# INSTRUCTIONS FOR THE TASK
Using the listing below, please gather every line containing the word "bottom".
### SUPPLIED INFORMATION ###
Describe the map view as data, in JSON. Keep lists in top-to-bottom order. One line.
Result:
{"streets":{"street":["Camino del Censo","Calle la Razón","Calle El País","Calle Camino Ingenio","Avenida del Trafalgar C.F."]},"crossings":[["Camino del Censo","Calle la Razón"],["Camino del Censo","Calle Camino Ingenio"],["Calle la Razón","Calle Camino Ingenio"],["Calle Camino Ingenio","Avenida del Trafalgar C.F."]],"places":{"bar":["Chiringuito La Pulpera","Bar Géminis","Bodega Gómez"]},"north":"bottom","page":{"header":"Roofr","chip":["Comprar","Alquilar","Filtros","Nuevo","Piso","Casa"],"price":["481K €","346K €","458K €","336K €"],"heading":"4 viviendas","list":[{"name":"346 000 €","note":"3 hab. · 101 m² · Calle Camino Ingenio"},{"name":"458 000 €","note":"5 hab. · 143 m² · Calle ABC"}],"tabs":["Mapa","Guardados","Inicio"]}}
###
# WRITTEN SOLUTION
Describe the map view as data, in JSON. Keep lists in top-to-bottom order. One line.
{"streets":{"street":["Camino del Censo","Calle la Razón","Calle El País","Calle Camino Ingenio","Avenida del Trafalgar C.F."]},"crossings":[["Camino del Censo","Calle la Razón"],["Camino del Censo","Calle Camino Ingenio"],["Calle la Razón","Calle Camino Ingenio"],["Calle Camino Ingenio","Avenida del Trafalgar C.F."]],"places":{"bar":["Chiringuito La Pulpera","Bar Géminis","Bodega Gómez"]},"north":"bottom","page":{"header":"Roofr","chip":["Comprar","Alquilar","Filtros","Nuevo","Piso","Casa"],"price":["481K €","346K €","458K €","336K €"],"heading":"4 viviendas","list":[{"name":"346 000 €","note":"3 hab. · 101 m² · Calle Camino Ingenio"},{"name":"458 000 €","note":"5 hab. · 143 m² · Calle ABC"}],"tabs":["Mapa","Guardados","Inicio"]}}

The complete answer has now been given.